I don't think it will scan again until the # of queued notifications is cut in half.  I looked in 1.0.0 and 1.1.0 and I think while loops linked below should hold off on the scan until the queue halves.

https://urldefense.proofpoint.com/v2/url?u=https-3A__github.com_apache_fluo_blob_rel_fluo-2D1.0.0-2Dincubating_modules_core_src_main_java_org_apache_fluo_core_worker_finder_hash_ScanTask.java-23L85&d=DwIFaQ&c=Nwf-pp4xtYRe0sCRVM8_LWH54joYF7EKmrYIdfxIq10&r=vuVdzYC2kksVZR5STiFwDpzJ7CrMHCgeo_4WXTD0qo8&m=btY_WNg1O7SuwcHi1m2ksRp3ggzrI7nJlnC2B5cHgaU&s=BRyQS2DPBtEfUvHT-JKBXPWABrSyihP6yaJcfE1BJFQ&e=
https://urldefense.proofpoint.com/v2/url?u=https-3A__github.com_apache_fluo_blob_rel_fluo-2D1.1.0-2Dincubating_modules_core_src_main_java_org_apache_fluo_core_worker_finder_hash_ScanTask.java-23L88&d=DwIFaQ&c=Nwf-pp4xtYRe0sCRVM8_LWH54joYF7EKmrYIdfxIq10&r=vuVdzYC2kksVZR5STiFwDpzJ7CrMHCgeo_4WXTD0qo8&m=btY_WNg1O7SuwcHi1m2ksRp3ggzrI7nJlnC2B5cHgaU&s=ZxURCZE5k65I008z7o4UQGsm6o0mBtJnwV_N6Y668oM&e=

Were you able to find the ScanTask debug messages in the worker logs?
Below are the log messages int the code to give a sense of what to look for.
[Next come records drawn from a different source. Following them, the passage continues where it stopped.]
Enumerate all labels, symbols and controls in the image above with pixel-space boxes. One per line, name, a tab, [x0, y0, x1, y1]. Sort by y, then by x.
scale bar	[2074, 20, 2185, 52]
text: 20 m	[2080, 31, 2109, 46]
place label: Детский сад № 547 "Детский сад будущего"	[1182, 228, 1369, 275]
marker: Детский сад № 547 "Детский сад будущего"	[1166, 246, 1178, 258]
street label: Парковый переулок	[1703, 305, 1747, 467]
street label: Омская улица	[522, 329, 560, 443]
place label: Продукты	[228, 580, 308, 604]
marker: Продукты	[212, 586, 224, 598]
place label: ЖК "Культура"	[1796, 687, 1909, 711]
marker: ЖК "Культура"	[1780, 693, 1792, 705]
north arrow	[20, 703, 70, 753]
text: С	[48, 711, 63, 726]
https://urldefense.proofpoint.com/v2/url?u=https-3A__github.com_apache_fluo_blob_rel_fluo-2D1.0.0-2Dincubating_modules_core_src_main_java_org_apache_fluo_core_worker_finder_hash_ScanTask.java-23L130&d=DwIFaQ&c=Nwf-pp4xtYRe0sCRVM8_LWH54joYF7EKmrYIdfxIq10&r=vuVdzYC2kksVZR5STiFwDpzJ7CrMHCgeo_4WXTD0qo8&m=btY_WNg1O7SuwcHi1m2ksRp3ggzrI7nJlnC2B5cHgaU&s=C141kYyjygBL3kWZyUObU1-nu4ZjvMnu7xp_QbIGkCA&e=
https://urldefense.proofpoint.com/v2/url?u=https-3A__github.com_apache_fluo_blob_rel_fluo-2D1.1.0-2Dincubating_modules_core_src_main_java_org_apache_fluo_core_worker_finder_hash_ScanTask.java-23L146&d=DwIFaQ&c=Nwf-pp4xtYRe0sCRVM8_LWH54joYF7EKmrYIdfxIq10&r=vuVdzYC2kksVZR5STiFwDpzJ7CrMHCgeo_4WXTD0qo8&m=btY_WNg1O7SuwcHi1m2ksRp3ggzrI7nJlnC2B5cHgaU&s=4Qy1-LbMEpJ7NZLqngU8ZOEOBv6nB0nXM8mjkWdpEL4&e=

IIRC I think if notifications were found in a tablet during the last scan, then it will always scan it during the next scan loop.  As notifications are not found in a tablet then that tablets next scan time doubles up to fluo.implScanTask.maxSleep.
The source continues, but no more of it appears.